PROBLEM STATEMENT: Your task is to print, exactly and only, the lines from the start of the entries below through the line with "position:relative; flex:none; width:454px;". Include both ends, but skip the pictures.
────────────────
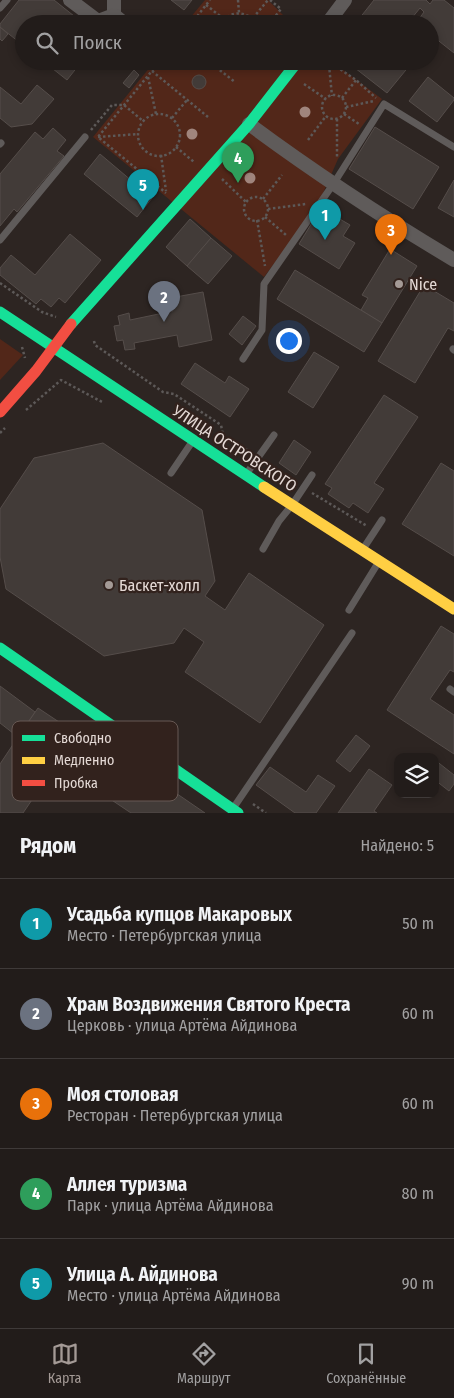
<!DOCTYPE html>
<html lang="ru">
<head>
<meta charset="utf-8">
<style>
  body { margin:0; font-family:"Fira Sans Condensed",sans-serif; background:#2e2927; color:#f1f3f6 }
  .controls { position:absolute; right:15px; bottom:15px; display:grid; overflow:hidden; border-radius:10px; box-shadow:0 2px 8px #0003 }
  .controls button { width:45px; height:45px; display:grid; place-items:center; padding:0; border:0; border-bottom:1px solid #3f3a39; background:#221c1a; color:#f1f3f6; font:25px sans-serif }
  .you { position:absolute; left:288px; top:340px; width:18px; height:18px; margin:-12px; border:4px solid #fff; border-radius:50%; background:#1a73e8; box-shadow:0 0 0 8px #1a73e833 }
  .badge { display:grid; place-items:center; width:32px; height:32px; border-radius:50%; background:#a49a96; color:#fff; font-size:16px; font-weight:700 }
  .pin { position:absolute; translate:-50% -41px; filter:drop-shadow(0 1px 2px #0008) }
  .pin::after { content:''; position:absolute; top:26px; width:18px; height:15px; background:inherit; clip-path:polygon(0 0,100% 0,50% 100%) }
  .list { margin:0; padding:0; list-style:none }
  h2 { display:flex; justify-content:space-between; align-items:center; height:65px; margin:0; padding:0 20px; font-size:21px }
  h2 small { font-size:16px; font-weight:400; color:#a2a1a2 }
  .list li { display:grid; grid-template-columns:32px 1fr auto; gap:15px; align-items:center; box-sizing:border-box; height:90px; padding:0 20px; border-top:1px solid #3f3a39 }
  .list b { display:block; font-size:19px; white-space:nowrap }
  .list p { margin:0; font-size:16px; white-space:nowrap; color:#a2a1a2 }
  .list em { font-size:16px; font-style:normal; color:#a2a1a2 }
  .icon { flex:none; width:28px; height:28px; fill:none; stroke:currentColor; stroke-width:2; stroke-linecap:round; stroke-linejoin:round }
  .map { position:relative; flex:none; width:454px; height:813px; overflow:hidden }
  .search { position:absolute; background:#221c1a; box-shadow:0 2px 8px #0003; left:15px; right:15px; top:15px; height:55px; display:flex; align-items:center; gap:12px; box-sizing:border-box; padding:0 18px; border-radius:28px; color:#a2a1a2; font-size:19px }
  .sheet { height:515px; background:#221c1a }
  nav { display:flex; justify-content:space-around; align-items:center; box-sizing:border-box; height:70px; border-top:1px solid #3f3a39; background:#221c1a; font-size:14px; color:#a2a1a2 }
  nav a { display:grid; justify-items:center; gap:2px }
  nav .on { color:#a49a96 }
  .map>svg:first-child { display:block }
</style>
</head>
<body>
<div class="map">
<svg width="454" height="813" viewBox="0 0 454 813">
  <rect width="100%" height="100%" fill="#2d2522"/>
  <g fill="#522719">
    <path d="M205 0H268L292 24H185Z"/>
    <path d="M155 61H331L382 99 338 159 317 207 264 277 93 137Z"/>
    <path d="M0 339 23 355 0 380Z"/>
  </g>
  <g fill="#423b38" stroke="#554d4a">
    <path d="M19 0H54L84 24H24V46L0 27V24Z"/>
    <path d="M171 0H192L184 10Z"/>
    <path d="M374 0H426L430 4 433 0H444L454 8V53L430 34V24L416 23 424 12 420 8 407 24H355Z"/>
    <path d="M0 27 8 34 2 41 0 39Z"/>
    <path d="M43 61H82L67 80Z"/>
    <path d="M346 61H405L410 65 387 93Z"/>
    <path d="M134 70 139 75 129 88 123 83Z"/>
    <circle cx="199" cy="82" r="7"/>
    <path d="M428 77 454 98V100L437 122 409 101Z"/>
    <path d="M37 85 54 99 32 124 11 127 0 118V87L21 104Z"/>
    <path d="M375 127 439 167 413 209 349 169Z"/>
    <path d="M53 128 66 140 57 151 64 156 17 212 14 209 0 226V174L35 132 43 139Z"/>
    <path d="M100 154 152 198 137 217 84 174Z"/>
    <path d="M454 180V217L438 208Z"/>
    <path d="M321 208 350 225 343 236 355 243 339 269 299 244Z"/>
    <path d="M190 219 211 238 187 266 166 247Z"/>
    <path d="M70 234 101 260 65 303 59 298 51 307 41 299 36 304 0 275V268L11 255 35 275Z"/>
    <path d="M211 238 232 256 208 284 187 266Z"/>
    <path d="M390 249 417 266 382 323 361 310 368 298 362 295Z"/>
    <path d="M295 270 382 323 364 352 277 299Z"/>
    <path d="M424 285 454 303V331L448 328 415 383 378 361Z"/>
    <path d="M203 292 212 340 179 347 177 335 134 343 135 349 125 350 123 340 117 341 114 326 120 325 118 316 129 313 130 320 173 311 170 298Z"/>
    <path d="M243 316 256 326 242 345 229 334Z"/>
    <path d="M314 352 339 367 313 408 288 392Z"/>
    <path d="M195 363 225 383 229 376 249 389 230 417 181 384Z"/>
    <path d="M384 395 418 417 374 483 384 489 368 513 353 503 349 508 328 494 332 488 325 484Z"/>
    <path d="M294 440 311 452 296 475 279 463Z"/>
    <path d="M103 443 202 510 215 581 205 596 225 610 249 573 324 625 260 723 185 672 204 642 184 628 174 643 104 656 6 589 0 557V509L34 458Z"/>
    <path d="M441 463 454 471V556L402 524Z"/>
    <path d="M441 626 454 634V672L450 670 430 699 454 715V754L387 710Z"/>
    <path d="M0 686 35 712 18 737 0 723Z"/>
    <path d="M38 708 77 734 81 728 205 813H131L18 737Z"/>
    <path d="M356 735 370 746 350 772 336 761Z"/>
    <path d="M18 737 57 763 23 813H0V764Z"/>
    <path d="M435 760 454 775V784L449 791 435 780Z"/>
    <path d="M270 767 306 792 318 775 335 786 316 813H295L256 785Z"/>
    <path d="M369 769 392 785 374 811 377 813H338Z"/>
  </g>
  <g fill="none" stroke-linecap="round" stroke-linejoin="round">
    <g stroke="#5d5958" stroke-width="2.5" stroke-dasharray="2.5 2.5" stroke-linecap="butt">
      <path d="M238 0 239 13"/>
      <path d="M270 0 281 9 270 23 271 24"/>
      <path d="M206 5 224 19"/>
      <path d="M253 18 268 0"/>
      <path d="M191 24 210 0"/>
      <path d="M220 24C230 10 247 10 257 24"/>
      <path d="M160 61 98 137 166 193"/>
      <path d="M208 61 235 82"/>
      <path d="M268 61 274 67"/>
      <path d="M326 61 329 65 332 96"/>
      <path d="M328 61 356 80 376 98"/>
      <path d="M152 71 208 117"/>
      <path d="M148 77 156 114"/>
      <path d="M304 84 326 99"/>
      <circle cx="334" cy="107" r="12"/>
      <path d="M342 98 356 80"/>
      <path d="M346 107 374 101"/>
      <path d="M344 114 359 124"/>
      <circle cx="159" cy="135" r="21"/>
      <path d="M172 118 187 100"/>
      <path d="M337 119V159"/>
      <path d="M91 130 112 105H124L143 121"/>
      <path d="M98 137 138 134"/>
      <path d="M308 140 326 116"/>
      <path d="M176 147 194 162"/>
      <path d="M161 155 166 191"/>
      <path d="M222 179 246 202"/>
      <circle cx="256" cy="209" r="12"/>
      <path d="M263 199 282 175"/>
      <path d="M268 209 306 204"/>
      <path d="M265 217 286 235"/>
      <path d="M257 220 265 266"/>
      <path d="M0 283 42 312 56 317"/>
      <path d="M94 341 95 345 163 392 174 394 221 425 223 435 249 451"/>
      <path d="M22 347 25 358"/>
      <path d="M26 410 61 380 104 403"/>
      <path d="M0 433 5 428"/>
      <path d="M265 464 294 482"/>
      <path d="M312 493 367 526"/>
      <path d="M253 804 266 813"/>
    </g>
    <g stroke="#5f5b5a" stroke-width="7">
      <path d="M0 8 7 0"/>
      <path d="M0 144 1 143"/>
      <path d="M0 240 85 137"/>
      <path d="M453 349 454 350"/>
      <path d="M243 359 262 330 264 284 334 183 384 104 454 147"/>
      <path d="M171 473 192 442"/>
      <path d="M247 473 274 435"/>
      <path d="M263 549 279 521 292 505 312 475"/>
      <path d="M363 549 382 520"/>
      <path d="M349 610 378 563"/>
      <path d="M450 689 454 692"/>
      <path d="M234 807 352 633"/>
    </g>
    <g stroke="#5f5b5a" stroke-width="14">
      <path d="M70 0 98 21 114 15"/>
      <path d="M114 0V15"/>
      <path d="M114 15 125 24"/>
      <path d="M327 24 345 0"/>
      <path d="M249 124C315 173 384 218 454 260"/>
    </g>
    <g stroke="#16e098" stroke-width="11">
      <path d="M0 312 264 487"/>
      <path d="M71 324 249 124 298 61"/>
      <path d="M0 648 238 813"/>
    </g>
    <path stroke="#ffcf43" stroke-width="11" d="M264 487 454 609"/>
    <path stroke="#f24e42" stroke-width="11" d="M0 412 36 371 71 324"/>
  </g>
  <g fill="#a0857d">
    <circle cx="305" cy="112" r="5.5"/>
    <circle cx="192" cy="134" r="5.5"/>
    <circle cx="250" cy="178" r="5.5"/>
  </g>
  <g fill="#a49a96" stroke="#32221d" stroke-width="2">
    <circle cx="399" cy="284" r="5"/>
    <circle cx="109" cy="585" r="5"/>
  </g>
  <g text-anchor="middle" stroke-width="4.5" stroke-linejoin="round" paint-order="stroke">
    <g font-size="16" fill="#e4d9d5" stroke="#32221d" text-anchor="start">
      <text x="409" y="290">Nice</text>
      <text x="119" y="591">Баскет-холл</text>
    </g>
    <g font-size="16" fill="#e4d9d5" stroke="#32221d">
      <text transform="translate(235 448) rotate(33)" y="6">УЛИЦА ОСТРОВСКОГО</text>
    </g>
  </g>
  <rect x="12" y="721" width="166" height="80" rx="8" fill="#32221d" stroke="#675954" stroke-width="1"/>
  <rect x="22" y="735" width="23" height="6" fill="#16e098"/>
  <rect x="22" y="757" width="23" height="7" fill="#ffcf43"/>
  <rect x="22" y="780" width="23" height="6" fill="#f24e42"/>
  <g font-size="14" fill="#e4d9d5">
    <text x="54" y="743">Свободно</text>
    <text x="54" y="765">Медленно</text>
    <text x="54" y="788">Пробка</text>
  </g>
</svg>
<div class="controls">
<button><svg class="icon" aria-label="layers" viewBox="0 0 24 24"><path d="M12 4l9 5-9 5-9-5zM3 14l9 5 9-5"/></svg></button>
</div>
<div class="you"></div>
<div class="pin badge" style="left:325px;top:240px;background:#0f9aa8">1</div>
<div class="pin badge" style="left:164px;top:322px;background:#6b7280">2</div>
<div class="pin badge" style="left:391px;top:255px;background:#e8710a">3</div>
<div class="pin badge" style="left:238px;top:183px;background:#2e9e5b">4</div>
<div class="pin badge" style="left:143px;top:210px;background:#0f9aa8">5</div>
<div class="search"><svg class="icon" aria-label="search" viewBox="0 0 24 24"><circle cx="10" cy="10" r="6"/><path d="M15 15l6 6"/></svg>Поиск</div>
</div>
<section class="sheet">
<h2>Рядом<small>Найдено: 5</small></h2>
<ul class="list">
<li><span class="badge" style="background:#0f9aa8">1</span><div><b>Усадьба купцов Макаровых</b><p>Место · Петербургская улица</p></div><em>50 m</em></li>
<li><span class="badge" style="background:#6b7280">2</span><div><b>Храм Воздвижения Святого Креста</b><p>Церковь · улица Артёма Айдинова</p></div><em>60 m</em></li>
<li><span class="badge" style="background:#e8710a">3</span><div><b>Моя столовая</b><p>Ресторан · Петербургская улица</p></div><em>60 m</em></li>
<li><span class="badge" style="background:#2e9e5b">4</span><div><b>Аллея туризма</b><p>Парк · улица Артёма Айдинова</p></div><em>80 m</em></li>
<li><span class="badge" style="background:#0f9aa8">5</span><div><b>Улица А. Айдинова</b><p>Место · улица Артёма Айдинова</p></div><em>90 m</em></li>
</ul>
</section>
<nav>
<a class="on"><svg class="icon" aria-label="map" viewBox="0 0 24 24"><path d="M3 6l6-2 6 2 6-2v14l-6 2-6-2-6 2zM9 4v14M15 6v14"/></svg>Карта</a>
<a><svg class="icon" aria-label="directions" viewBox="0 0 24 24"><path d="M12 3l9 9-9 9-9-9zM9 14v-3h6M13 9l2 2-2 2"/></svg>Маршрут</a>
<a><svg class="icon" aria-label="saved" viewBox="0 0 24 24"><path d="M7 4h10v16l-5-4-5 4z"/></svg>Сохранённые</a>
</nav>
</body>
</html>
────────────────
SOLUTION TO THIS EXERCISE:
<!DOCTYPE html>
<html lang="ru">
<head>
<meta charset="utf-8">
<style>
  body { margin:0; font-family:"Fira Sans Condensed",sans-serif; background:#2e2927; color:#f1f3f6 }
  .controls { position:absolute; right:15px; bottom:15px; display:grid; overflow:hidden; border-radius:10px; box-shadow:0 2px 8px #0003 }
  .controls button { width:45px; height:45px; display:grid; place-items:center; padding:0; border:0; border-bottom:1px solid #3f3a39; background:#221c1a; color:#f1f3f6; font:25px sans-serif }
  .you { position:absolute; left:288px; top:340px; width:18px; height:18px; margin:-12px; border:4px solid #fff; border-radius:50%; background:#1a73e8; box-shadow:0 0 0 8px #1a73e833 }
  .badge { display:grid; place-items:center; width:32px; height:32px; border-radius:50%; background:#a49a96; color:#fff; font-size:16px; font-weight:700 }
  .pin { position:absolute; translate:-50% -41px; filter:drop-shadow(0 1px 2px #0008) }
  .pin::after { content:''; position:absolute; top:26px; width:18px; height:15px; background:inherit; clip-path:polygon(0 0,100% 0,50% 100%) }
  .list { margin:0; padding:0; list-style:none }
  h2 { display:flex; justify-content:space-between; align-items:center; height:65px; margin:0; padding:0 20px; font-size:21px }
  h2 small { font-size:16px; font-weight:400; color:#a2a1a2 }
  .list li { display:grid; grid-template-columns:32px 1fr auto; gap:15px; align-items:center; box-sizing:border-box; height:90px; padding:0 20px; border-top:1px solid #3f3a39 }
  .list b { display:block; font-size:19px; white-space:nowrap }
  .list p { margin:0; font-size:16px; white-space:nowrap; color:#a2a1a2 }
  .list em { font-size:16px; font-style:normal; color:#a2a1a2 }
  .icon { flex:none; width:28px; height:28px; fill:none; stroke:currentColor; stroke-width:2; stroke-linecap:round; stroke-linejoin:round }
  .map { position:relative; flex:none; width:454px; height:813px; overflow:hidden }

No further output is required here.